#### SUPPLIED DATA

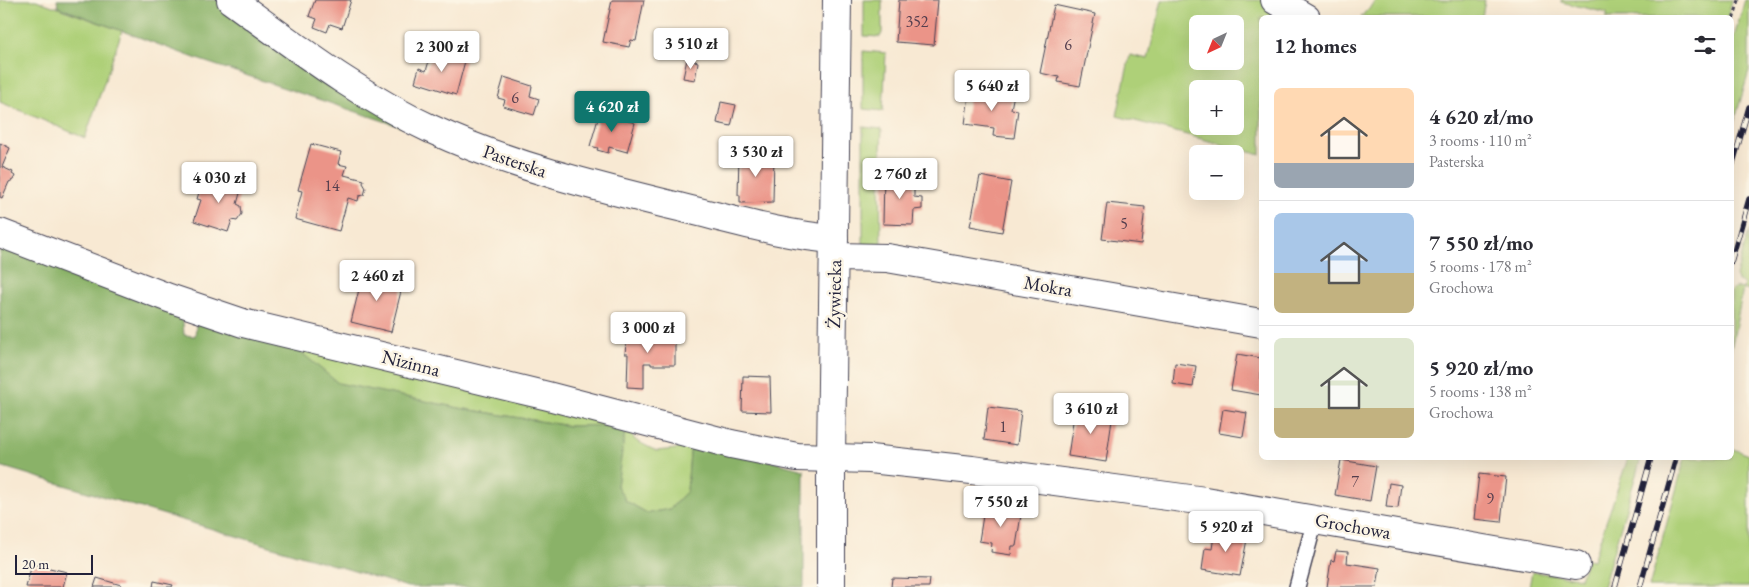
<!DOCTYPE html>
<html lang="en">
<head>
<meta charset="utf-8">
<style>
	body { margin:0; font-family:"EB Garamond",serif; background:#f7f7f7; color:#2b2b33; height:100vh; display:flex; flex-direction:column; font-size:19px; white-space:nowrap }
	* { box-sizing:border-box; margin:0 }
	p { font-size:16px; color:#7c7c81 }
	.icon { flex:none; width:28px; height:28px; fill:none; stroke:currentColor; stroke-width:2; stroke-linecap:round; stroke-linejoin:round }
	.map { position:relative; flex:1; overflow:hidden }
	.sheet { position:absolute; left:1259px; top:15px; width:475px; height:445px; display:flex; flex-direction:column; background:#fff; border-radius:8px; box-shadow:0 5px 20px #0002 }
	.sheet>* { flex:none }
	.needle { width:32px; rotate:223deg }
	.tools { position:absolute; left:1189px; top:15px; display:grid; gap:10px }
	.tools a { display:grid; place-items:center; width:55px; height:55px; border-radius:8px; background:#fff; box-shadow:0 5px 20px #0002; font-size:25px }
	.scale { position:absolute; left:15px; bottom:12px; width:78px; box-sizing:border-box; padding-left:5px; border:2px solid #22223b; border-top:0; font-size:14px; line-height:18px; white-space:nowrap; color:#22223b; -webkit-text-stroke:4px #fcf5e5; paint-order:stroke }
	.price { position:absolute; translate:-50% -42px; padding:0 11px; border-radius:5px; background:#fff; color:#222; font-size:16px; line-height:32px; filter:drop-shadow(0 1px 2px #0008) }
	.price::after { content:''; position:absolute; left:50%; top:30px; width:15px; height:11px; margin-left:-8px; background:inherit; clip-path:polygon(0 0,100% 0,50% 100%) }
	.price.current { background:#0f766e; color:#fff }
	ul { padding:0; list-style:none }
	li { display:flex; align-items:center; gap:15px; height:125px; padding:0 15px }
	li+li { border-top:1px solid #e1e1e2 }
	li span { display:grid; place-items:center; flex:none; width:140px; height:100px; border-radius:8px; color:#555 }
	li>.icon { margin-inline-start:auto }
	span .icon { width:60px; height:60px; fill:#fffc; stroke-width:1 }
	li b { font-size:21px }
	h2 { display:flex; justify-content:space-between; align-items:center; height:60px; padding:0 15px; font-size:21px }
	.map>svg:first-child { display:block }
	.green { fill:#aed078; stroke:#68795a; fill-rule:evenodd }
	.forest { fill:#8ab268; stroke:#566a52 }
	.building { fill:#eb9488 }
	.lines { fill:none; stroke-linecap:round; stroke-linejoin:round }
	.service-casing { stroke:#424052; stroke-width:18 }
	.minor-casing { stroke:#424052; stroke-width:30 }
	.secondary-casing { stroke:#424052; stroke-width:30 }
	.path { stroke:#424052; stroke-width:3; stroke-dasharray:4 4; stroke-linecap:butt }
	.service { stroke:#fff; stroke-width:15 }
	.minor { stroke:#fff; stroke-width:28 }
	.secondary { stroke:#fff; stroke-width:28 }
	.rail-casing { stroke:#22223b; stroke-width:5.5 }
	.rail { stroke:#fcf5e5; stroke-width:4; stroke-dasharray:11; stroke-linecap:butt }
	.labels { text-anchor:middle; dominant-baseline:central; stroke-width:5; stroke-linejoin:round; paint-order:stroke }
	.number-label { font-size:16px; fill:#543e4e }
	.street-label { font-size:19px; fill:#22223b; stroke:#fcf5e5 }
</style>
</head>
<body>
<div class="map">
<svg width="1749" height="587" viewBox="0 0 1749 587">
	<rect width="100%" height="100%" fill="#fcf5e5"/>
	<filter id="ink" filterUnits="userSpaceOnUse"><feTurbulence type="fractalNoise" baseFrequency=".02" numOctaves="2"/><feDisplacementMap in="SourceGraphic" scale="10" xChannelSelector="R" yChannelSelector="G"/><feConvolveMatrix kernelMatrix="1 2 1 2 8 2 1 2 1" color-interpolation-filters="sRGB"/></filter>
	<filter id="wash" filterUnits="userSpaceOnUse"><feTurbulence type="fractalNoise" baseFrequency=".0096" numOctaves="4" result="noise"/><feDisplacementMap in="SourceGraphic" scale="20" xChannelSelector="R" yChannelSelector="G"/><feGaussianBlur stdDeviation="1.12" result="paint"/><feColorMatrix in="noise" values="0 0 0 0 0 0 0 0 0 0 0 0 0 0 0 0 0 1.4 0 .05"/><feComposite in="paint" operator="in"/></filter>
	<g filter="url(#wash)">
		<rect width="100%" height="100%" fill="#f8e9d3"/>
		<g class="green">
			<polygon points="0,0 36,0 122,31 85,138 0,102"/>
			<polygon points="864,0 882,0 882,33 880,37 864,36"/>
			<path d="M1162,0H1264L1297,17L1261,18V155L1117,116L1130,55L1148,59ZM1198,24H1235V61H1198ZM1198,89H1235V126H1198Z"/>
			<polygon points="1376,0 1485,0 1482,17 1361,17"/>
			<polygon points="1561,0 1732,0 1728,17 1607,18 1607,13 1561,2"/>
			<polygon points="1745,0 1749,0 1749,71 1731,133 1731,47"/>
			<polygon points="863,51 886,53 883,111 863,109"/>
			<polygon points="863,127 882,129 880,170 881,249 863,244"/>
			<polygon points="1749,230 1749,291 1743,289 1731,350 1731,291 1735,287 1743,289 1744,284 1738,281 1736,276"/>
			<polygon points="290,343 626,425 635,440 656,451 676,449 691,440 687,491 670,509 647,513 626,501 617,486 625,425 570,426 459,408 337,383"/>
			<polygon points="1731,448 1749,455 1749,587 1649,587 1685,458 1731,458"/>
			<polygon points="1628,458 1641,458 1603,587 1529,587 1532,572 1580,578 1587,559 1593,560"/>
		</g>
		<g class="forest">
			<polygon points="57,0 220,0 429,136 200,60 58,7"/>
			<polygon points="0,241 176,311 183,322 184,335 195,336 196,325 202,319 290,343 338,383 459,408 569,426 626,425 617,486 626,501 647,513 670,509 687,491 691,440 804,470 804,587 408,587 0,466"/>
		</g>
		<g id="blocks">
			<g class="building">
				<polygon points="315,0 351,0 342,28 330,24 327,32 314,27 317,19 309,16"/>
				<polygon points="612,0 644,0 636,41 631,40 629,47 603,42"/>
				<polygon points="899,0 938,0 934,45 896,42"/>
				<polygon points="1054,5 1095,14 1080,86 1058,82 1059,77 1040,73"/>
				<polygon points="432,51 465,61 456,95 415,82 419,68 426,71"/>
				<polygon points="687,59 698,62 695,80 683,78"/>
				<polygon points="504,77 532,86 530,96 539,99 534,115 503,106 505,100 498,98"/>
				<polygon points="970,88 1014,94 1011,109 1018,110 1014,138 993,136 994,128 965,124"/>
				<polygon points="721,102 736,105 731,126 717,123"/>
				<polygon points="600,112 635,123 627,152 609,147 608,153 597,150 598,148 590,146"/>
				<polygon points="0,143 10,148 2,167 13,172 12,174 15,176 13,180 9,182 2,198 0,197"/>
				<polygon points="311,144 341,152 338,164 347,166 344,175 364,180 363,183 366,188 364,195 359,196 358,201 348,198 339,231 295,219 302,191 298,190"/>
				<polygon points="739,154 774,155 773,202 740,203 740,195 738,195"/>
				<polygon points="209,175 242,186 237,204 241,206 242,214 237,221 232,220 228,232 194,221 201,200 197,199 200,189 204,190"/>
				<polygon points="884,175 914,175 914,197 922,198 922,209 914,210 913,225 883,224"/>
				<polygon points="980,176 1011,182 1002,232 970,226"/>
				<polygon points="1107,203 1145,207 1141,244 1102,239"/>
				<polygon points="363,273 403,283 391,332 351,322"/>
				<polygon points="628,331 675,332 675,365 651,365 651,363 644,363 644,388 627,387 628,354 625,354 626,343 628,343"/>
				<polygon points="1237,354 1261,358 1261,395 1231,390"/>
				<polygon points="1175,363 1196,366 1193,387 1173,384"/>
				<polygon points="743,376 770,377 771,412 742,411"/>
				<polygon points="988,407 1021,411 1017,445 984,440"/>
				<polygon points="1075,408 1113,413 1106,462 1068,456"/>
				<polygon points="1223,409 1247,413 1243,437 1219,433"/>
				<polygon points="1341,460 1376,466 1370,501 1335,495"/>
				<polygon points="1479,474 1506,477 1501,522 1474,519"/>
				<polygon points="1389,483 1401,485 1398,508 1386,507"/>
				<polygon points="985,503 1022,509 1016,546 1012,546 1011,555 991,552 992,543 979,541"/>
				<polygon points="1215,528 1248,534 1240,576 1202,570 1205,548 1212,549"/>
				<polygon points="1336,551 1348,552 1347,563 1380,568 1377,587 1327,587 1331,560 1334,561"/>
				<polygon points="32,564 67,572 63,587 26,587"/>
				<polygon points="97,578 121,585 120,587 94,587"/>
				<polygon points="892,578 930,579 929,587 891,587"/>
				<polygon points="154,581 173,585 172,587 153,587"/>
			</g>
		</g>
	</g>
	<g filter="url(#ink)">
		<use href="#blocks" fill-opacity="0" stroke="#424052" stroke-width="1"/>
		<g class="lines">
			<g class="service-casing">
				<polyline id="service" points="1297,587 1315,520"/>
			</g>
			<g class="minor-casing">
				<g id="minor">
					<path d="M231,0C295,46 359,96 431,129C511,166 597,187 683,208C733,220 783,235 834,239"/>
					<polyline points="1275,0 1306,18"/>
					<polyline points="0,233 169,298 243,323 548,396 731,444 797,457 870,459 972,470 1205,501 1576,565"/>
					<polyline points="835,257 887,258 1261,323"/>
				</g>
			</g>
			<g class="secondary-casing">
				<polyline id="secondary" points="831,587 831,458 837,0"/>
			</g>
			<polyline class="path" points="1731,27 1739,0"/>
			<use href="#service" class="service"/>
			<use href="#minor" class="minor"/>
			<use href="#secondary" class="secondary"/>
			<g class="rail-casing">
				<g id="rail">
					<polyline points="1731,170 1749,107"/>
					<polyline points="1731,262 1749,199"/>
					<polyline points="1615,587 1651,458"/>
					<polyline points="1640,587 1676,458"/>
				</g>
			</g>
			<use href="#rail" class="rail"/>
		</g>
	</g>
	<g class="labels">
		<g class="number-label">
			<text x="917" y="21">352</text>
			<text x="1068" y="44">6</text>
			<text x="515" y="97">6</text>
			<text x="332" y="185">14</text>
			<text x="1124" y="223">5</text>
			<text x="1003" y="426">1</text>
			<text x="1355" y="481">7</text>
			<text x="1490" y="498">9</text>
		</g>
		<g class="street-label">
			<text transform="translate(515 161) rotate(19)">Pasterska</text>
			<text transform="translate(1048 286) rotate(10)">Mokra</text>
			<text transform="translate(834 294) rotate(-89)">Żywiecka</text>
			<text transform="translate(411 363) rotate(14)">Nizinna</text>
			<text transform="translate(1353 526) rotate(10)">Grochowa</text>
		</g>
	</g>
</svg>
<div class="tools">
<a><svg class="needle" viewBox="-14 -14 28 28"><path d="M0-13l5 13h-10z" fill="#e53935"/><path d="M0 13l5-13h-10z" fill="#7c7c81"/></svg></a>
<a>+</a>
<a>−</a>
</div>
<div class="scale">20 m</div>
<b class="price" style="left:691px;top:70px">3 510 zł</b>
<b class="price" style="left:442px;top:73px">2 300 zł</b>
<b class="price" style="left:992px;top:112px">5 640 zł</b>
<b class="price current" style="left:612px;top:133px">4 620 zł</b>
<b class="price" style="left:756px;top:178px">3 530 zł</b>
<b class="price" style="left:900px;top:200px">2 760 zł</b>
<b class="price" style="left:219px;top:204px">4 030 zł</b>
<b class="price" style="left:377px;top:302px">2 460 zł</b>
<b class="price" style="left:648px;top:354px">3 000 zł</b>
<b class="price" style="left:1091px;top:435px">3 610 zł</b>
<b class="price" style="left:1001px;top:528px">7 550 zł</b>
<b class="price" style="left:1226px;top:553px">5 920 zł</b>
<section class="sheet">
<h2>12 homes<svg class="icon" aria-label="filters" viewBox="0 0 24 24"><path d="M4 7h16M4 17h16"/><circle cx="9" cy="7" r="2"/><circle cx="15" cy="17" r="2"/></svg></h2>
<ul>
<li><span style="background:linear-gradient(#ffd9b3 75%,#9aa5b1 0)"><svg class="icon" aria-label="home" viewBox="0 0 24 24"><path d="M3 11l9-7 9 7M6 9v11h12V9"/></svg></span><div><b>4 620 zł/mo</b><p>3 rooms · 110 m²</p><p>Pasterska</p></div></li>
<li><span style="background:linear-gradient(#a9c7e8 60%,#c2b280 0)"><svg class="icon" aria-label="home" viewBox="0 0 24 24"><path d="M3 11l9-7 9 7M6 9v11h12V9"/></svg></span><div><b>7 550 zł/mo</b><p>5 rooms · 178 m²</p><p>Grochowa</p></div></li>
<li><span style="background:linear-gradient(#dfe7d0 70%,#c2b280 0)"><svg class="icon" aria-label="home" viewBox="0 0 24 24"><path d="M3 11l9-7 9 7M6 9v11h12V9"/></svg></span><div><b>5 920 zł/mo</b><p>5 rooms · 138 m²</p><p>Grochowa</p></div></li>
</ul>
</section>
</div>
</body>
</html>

########

### WHAT IS EXPECTED
Your answer must be the count of lines in the data that contain "href", with no added words.

### RESULT OF THIS EXERCISE
5